* _Exercise objective_
The answer must consist of every line from the entries that holds the word "sans".

----- Supplied records

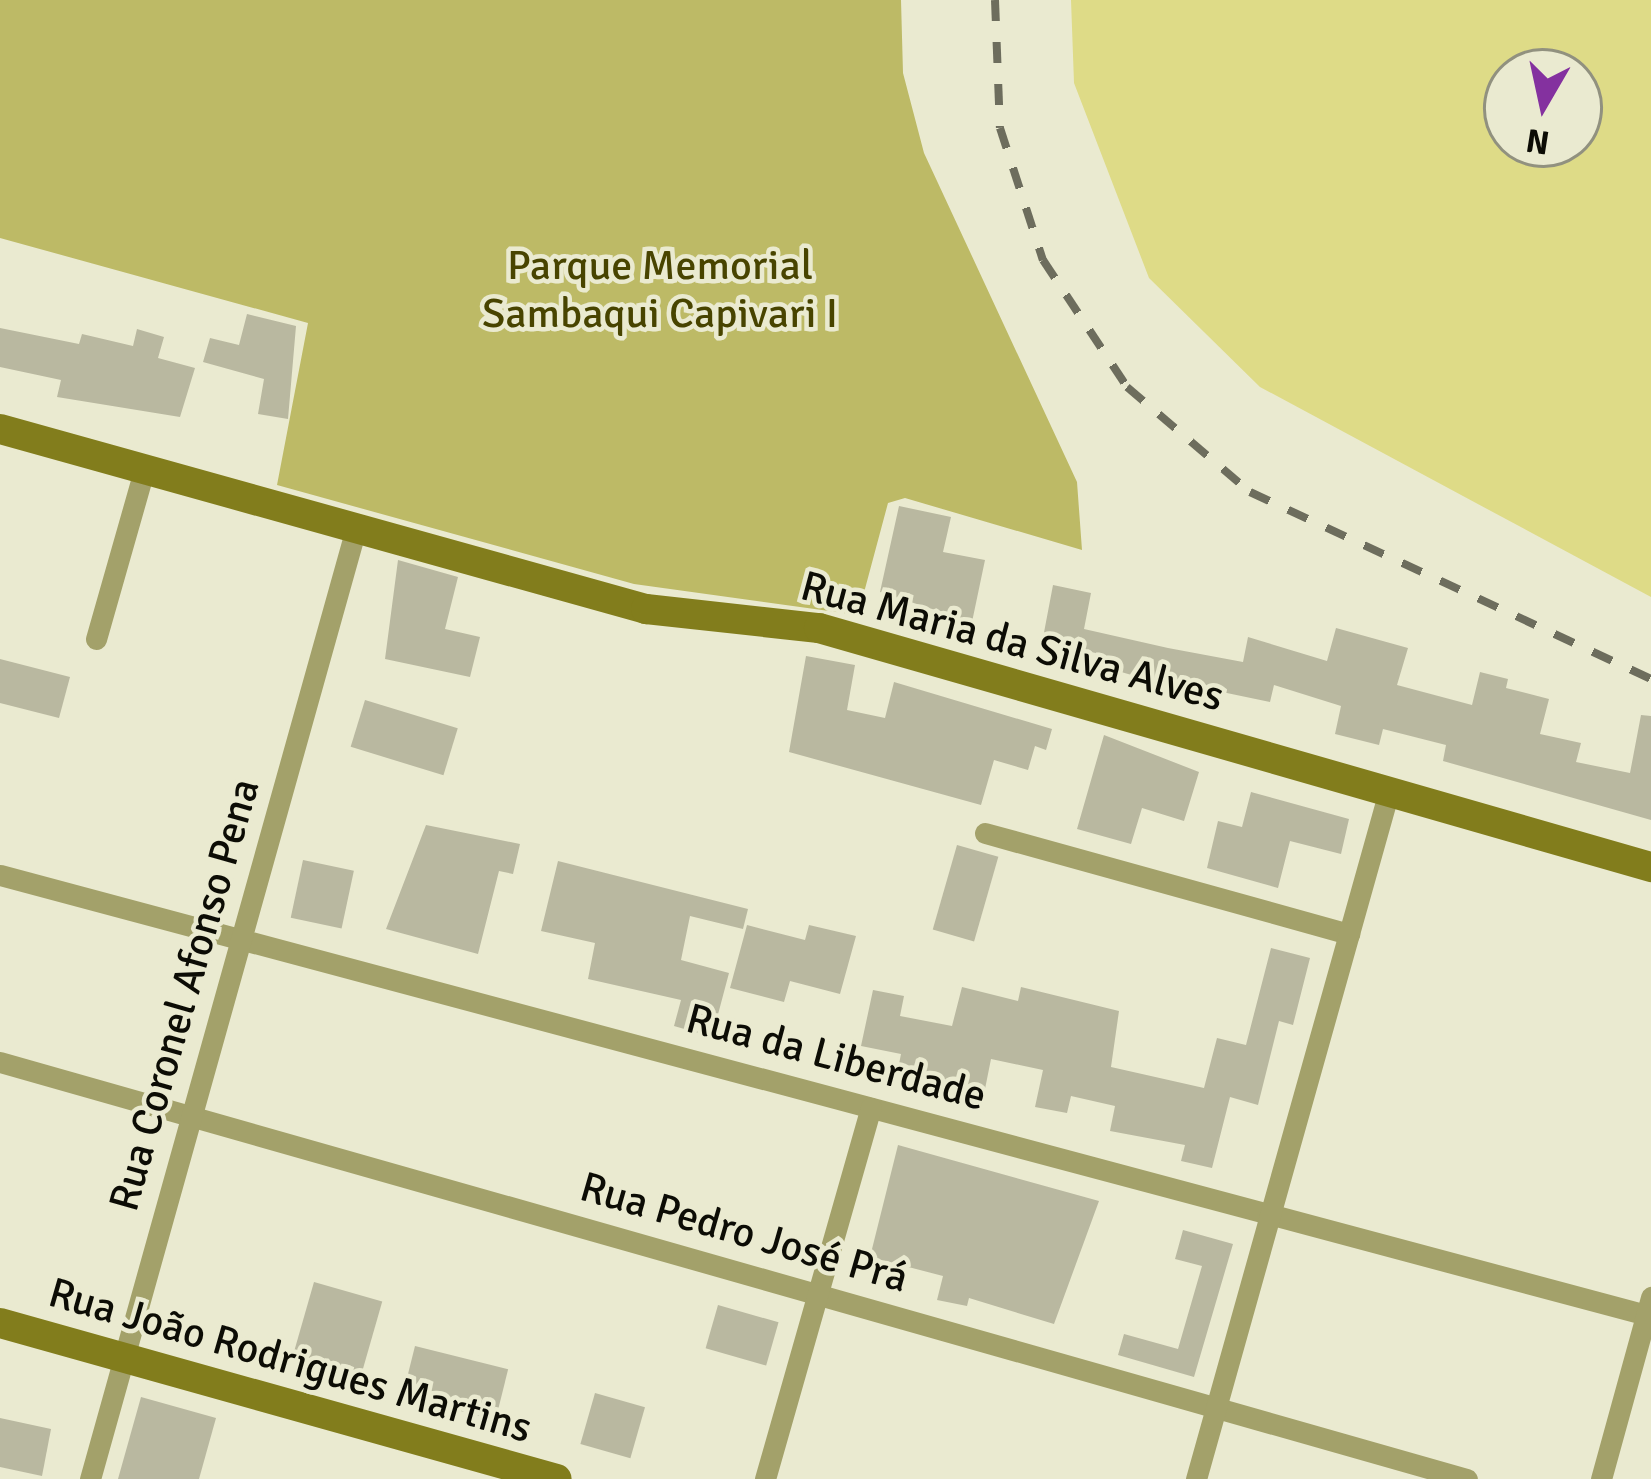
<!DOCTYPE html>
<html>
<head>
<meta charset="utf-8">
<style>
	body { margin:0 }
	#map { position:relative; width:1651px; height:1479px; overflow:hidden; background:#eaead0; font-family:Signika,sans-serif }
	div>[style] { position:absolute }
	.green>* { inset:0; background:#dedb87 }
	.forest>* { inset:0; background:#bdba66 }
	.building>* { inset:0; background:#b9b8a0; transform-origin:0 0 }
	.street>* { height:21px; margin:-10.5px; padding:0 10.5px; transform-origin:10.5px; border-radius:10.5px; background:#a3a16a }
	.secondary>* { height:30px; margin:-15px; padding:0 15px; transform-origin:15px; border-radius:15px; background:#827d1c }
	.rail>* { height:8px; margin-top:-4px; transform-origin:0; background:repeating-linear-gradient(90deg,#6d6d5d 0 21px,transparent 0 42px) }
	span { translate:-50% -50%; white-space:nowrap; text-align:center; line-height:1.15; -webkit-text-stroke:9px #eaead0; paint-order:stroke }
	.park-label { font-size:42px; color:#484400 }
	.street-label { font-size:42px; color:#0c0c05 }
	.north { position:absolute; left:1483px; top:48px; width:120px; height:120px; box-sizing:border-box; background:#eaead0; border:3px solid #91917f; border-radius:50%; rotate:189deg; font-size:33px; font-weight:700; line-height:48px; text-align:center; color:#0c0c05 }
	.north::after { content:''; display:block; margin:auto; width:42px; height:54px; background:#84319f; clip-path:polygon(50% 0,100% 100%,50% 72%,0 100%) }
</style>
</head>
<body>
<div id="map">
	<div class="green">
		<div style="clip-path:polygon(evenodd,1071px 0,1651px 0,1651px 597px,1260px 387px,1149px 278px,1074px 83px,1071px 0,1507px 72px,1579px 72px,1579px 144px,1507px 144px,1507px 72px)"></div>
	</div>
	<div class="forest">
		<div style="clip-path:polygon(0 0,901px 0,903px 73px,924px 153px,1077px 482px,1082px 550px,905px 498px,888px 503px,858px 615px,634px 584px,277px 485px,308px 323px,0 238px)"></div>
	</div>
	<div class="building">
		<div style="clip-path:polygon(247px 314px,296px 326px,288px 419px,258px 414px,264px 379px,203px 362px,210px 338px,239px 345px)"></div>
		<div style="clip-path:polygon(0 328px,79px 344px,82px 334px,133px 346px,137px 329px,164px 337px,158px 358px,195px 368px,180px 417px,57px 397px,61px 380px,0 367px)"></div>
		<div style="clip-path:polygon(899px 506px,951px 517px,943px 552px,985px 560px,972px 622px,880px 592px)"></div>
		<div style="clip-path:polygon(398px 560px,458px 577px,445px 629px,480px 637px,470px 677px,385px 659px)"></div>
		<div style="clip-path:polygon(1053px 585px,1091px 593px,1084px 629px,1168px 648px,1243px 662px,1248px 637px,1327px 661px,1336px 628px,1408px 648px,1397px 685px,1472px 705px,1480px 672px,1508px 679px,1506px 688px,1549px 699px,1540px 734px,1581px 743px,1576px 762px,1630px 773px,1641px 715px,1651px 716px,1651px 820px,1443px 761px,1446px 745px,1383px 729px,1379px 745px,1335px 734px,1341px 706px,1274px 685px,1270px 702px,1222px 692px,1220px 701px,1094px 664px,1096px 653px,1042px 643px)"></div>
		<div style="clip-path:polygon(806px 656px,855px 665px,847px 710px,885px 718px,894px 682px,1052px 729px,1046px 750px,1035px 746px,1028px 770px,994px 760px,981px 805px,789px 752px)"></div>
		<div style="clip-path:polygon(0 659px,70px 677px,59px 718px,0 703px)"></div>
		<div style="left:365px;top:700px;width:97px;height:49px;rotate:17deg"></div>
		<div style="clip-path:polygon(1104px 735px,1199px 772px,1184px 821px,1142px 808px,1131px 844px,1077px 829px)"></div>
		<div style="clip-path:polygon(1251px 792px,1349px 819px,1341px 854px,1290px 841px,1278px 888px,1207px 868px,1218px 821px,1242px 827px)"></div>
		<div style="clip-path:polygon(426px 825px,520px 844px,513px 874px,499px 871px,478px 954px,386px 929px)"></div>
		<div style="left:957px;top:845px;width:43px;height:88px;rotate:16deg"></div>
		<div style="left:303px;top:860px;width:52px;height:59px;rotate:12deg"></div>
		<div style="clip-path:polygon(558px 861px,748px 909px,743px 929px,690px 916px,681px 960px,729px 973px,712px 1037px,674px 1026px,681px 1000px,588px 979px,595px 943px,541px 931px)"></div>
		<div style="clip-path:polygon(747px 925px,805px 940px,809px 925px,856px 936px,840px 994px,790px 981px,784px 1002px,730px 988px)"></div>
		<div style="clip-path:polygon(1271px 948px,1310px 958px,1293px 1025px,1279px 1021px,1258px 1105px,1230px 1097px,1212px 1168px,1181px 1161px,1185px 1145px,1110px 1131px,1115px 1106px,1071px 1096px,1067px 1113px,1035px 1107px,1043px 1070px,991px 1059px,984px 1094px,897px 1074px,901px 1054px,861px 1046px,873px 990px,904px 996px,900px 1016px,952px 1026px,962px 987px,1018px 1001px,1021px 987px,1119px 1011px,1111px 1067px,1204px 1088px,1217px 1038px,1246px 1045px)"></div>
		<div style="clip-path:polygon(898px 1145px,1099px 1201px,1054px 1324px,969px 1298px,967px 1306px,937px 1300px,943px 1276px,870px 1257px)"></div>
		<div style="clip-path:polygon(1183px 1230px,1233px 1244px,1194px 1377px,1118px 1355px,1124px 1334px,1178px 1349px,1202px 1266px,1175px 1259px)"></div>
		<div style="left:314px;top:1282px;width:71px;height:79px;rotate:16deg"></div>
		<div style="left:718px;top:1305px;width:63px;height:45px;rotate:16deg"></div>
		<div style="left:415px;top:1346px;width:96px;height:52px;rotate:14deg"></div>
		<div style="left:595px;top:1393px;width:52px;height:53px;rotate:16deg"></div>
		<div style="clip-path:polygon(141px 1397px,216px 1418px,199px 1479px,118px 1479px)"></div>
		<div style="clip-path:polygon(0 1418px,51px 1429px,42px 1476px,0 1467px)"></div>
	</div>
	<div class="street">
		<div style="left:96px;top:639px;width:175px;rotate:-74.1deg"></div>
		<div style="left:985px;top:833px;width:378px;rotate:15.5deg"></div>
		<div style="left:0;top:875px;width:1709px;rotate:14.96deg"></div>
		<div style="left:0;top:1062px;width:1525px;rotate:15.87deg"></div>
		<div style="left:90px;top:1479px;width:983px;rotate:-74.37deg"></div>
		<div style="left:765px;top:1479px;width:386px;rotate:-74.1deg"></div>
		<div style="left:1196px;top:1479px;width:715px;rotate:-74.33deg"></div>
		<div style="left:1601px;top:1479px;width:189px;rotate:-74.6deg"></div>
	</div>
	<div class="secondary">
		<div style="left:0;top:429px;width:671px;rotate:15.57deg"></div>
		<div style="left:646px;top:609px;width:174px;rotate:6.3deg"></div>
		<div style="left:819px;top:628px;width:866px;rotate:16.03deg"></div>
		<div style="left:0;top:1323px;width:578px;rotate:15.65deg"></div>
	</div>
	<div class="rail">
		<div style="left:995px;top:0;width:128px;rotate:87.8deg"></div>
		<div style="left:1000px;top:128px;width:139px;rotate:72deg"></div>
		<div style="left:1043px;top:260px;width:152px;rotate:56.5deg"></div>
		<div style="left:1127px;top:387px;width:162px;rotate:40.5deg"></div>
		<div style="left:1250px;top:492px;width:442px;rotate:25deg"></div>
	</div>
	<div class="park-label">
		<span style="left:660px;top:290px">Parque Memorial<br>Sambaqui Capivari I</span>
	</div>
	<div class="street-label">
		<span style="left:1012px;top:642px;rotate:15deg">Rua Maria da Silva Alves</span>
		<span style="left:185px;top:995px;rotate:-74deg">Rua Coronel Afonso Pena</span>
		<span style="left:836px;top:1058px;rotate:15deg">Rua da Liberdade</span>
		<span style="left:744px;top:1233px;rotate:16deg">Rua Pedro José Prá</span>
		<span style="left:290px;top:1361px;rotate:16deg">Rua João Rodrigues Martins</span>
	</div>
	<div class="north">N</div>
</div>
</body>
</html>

----------
----- Supplied records

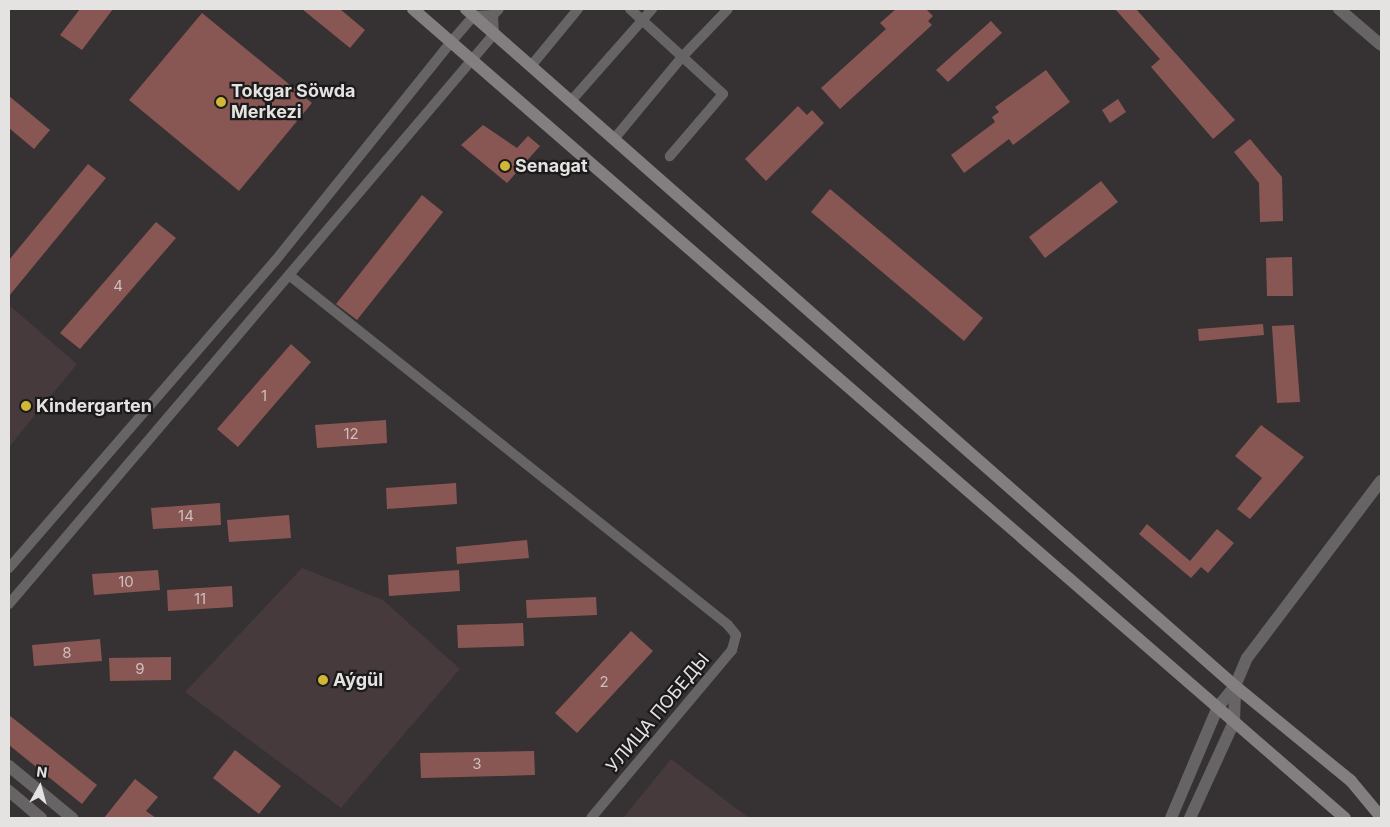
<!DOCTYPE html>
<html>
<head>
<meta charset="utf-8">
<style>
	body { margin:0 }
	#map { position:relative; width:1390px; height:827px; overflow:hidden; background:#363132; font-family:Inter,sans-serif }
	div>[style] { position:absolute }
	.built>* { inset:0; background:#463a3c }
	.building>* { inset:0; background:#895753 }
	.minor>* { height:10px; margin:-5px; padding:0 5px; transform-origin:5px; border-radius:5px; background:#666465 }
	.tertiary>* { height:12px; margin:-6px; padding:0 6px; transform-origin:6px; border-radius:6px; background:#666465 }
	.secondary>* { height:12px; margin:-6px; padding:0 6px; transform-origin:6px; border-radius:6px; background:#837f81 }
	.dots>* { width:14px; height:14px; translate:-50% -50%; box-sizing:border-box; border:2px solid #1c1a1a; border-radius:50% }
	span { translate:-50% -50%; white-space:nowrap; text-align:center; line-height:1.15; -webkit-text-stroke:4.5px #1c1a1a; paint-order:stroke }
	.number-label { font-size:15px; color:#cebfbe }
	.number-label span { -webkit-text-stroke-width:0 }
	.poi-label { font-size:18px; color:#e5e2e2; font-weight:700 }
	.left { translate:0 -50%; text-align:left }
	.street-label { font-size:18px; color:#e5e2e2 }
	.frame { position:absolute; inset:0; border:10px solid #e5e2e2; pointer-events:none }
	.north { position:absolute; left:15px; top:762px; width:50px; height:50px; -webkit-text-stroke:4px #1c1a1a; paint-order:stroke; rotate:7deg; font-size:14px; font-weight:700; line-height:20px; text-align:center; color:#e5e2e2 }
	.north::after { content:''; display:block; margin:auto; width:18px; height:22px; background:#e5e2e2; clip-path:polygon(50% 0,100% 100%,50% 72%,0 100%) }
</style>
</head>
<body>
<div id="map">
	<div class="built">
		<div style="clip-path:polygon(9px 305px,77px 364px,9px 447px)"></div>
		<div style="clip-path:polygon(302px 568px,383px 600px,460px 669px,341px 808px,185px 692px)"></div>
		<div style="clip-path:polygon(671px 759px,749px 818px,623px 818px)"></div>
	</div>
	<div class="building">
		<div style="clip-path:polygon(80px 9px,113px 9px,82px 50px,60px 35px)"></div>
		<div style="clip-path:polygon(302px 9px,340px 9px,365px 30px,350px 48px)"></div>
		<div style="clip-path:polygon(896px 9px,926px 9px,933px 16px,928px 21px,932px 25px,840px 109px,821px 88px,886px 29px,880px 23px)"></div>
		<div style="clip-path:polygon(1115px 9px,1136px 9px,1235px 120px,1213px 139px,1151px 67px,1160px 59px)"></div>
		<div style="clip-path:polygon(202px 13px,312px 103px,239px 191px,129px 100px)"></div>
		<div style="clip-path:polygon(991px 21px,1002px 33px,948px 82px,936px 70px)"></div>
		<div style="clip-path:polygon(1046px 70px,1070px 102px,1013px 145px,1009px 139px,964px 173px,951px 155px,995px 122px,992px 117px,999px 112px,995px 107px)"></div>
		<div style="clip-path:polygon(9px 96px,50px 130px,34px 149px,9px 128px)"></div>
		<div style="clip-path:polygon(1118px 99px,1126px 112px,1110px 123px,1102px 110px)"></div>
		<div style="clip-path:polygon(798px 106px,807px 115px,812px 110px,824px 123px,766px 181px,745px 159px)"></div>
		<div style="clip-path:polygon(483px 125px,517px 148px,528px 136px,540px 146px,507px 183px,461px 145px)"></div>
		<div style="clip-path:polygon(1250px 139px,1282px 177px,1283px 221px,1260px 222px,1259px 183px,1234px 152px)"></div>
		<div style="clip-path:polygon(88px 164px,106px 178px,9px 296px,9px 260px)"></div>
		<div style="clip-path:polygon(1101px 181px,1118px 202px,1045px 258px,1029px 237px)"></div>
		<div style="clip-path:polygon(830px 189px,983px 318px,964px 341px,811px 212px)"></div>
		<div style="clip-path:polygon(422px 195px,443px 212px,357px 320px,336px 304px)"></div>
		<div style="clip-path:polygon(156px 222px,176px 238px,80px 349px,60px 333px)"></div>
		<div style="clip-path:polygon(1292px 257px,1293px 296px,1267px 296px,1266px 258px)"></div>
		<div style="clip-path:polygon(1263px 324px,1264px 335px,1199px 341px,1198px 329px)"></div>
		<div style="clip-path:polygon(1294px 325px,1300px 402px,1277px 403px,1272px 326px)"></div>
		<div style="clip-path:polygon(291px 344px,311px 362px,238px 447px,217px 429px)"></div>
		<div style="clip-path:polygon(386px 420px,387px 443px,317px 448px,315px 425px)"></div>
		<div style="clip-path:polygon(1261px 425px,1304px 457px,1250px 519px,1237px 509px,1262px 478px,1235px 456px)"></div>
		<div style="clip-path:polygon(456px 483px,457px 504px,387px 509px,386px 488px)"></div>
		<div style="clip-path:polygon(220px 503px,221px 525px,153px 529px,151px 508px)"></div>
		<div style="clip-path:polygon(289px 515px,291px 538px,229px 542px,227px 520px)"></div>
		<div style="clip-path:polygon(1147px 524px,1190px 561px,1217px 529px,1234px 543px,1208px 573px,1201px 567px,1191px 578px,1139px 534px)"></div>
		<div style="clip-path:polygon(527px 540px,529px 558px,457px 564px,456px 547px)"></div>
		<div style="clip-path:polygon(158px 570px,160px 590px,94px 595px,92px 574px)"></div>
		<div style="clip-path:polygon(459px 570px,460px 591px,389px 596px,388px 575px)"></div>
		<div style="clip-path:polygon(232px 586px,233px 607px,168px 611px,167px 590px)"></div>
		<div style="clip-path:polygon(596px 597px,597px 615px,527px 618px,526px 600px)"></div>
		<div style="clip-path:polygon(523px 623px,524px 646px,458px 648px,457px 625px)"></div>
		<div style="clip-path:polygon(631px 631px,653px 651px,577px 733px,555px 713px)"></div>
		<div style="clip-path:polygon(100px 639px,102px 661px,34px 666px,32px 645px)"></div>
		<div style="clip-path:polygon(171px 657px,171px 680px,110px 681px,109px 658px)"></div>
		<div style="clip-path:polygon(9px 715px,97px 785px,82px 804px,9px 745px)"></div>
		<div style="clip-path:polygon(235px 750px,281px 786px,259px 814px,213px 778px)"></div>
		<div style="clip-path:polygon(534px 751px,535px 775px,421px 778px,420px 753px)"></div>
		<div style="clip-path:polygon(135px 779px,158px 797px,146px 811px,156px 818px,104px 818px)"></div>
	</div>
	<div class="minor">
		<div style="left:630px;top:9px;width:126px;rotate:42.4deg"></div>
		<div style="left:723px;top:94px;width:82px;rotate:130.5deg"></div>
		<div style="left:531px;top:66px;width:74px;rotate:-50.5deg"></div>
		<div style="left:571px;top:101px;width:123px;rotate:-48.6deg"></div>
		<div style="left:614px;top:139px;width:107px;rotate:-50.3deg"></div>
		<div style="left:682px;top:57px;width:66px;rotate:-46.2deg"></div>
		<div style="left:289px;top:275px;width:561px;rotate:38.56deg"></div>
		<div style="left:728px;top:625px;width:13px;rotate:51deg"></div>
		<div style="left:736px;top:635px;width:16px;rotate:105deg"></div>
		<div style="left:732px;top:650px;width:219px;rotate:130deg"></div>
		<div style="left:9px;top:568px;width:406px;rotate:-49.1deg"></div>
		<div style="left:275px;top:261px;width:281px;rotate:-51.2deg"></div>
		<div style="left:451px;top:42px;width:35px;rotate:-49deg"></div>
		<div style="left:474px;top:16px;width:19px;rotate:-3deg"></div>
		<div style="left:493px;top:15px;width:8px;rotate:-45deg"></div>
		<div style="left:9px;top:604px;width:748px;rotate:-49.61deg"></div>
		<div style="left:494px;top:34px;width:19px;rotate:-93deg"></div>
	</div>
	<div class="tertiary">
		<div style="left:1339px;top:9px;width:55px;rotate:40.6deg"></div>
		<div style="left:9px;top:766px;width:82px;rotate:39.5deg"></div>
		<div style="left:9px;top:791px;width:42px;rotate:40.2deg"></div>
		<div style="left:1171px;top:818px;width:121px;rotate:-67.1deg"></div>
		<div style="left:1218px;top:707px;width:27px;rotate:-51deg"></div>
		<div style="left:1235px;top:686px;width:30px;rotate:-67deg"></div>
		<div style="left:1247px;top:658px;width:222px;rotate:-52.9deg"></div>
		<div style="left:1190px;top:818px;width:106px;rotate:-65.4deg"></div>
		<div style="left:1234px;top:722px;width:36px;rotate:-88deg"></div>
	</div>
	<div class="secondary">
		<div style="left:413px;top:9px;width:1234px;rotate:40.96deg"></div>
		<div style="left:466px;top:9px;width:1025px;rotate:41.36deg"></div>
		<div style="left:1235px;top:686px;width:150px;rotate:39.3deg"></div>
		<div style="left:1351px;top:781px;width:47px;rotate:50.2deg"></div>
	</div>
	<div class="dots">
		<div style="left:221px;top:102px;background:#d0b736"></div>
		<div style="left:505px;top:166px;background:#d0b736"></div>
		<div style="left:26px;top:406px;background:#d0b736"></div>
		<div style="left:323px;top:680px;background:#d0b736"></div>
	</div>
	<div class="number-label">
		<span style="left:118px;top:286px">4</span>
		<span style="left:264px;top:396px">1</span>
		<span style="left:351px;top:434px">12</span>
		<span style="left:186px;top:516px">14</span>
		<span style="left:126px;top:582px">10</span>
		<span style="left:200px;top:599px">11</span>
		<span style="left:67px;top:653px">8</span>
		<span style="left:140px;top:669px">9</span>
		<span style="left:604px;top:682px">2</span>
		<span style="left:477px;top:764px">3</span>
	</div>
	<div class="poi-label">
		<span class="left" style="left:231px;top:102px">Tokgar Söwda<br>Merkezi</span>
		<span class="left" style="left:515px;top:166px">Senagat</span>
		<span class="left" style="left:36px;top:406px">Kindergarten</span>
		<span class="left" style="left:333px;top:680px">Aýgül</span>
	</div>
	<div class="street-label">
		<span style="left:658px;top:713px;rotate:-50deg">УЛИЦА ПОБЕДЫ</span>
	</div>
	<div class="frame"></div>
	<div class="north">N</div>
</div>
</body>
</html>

----------

* _Response area_
	#map { position:relative; width:1651px; height:1479px; overflow:hidden; background:#eaead0; font-family:Signika,sans-serif }
	#map { position:relative; width:1390px; height:827px; overflow:hidden; background:#363132; font-family:Inter,sans-serif }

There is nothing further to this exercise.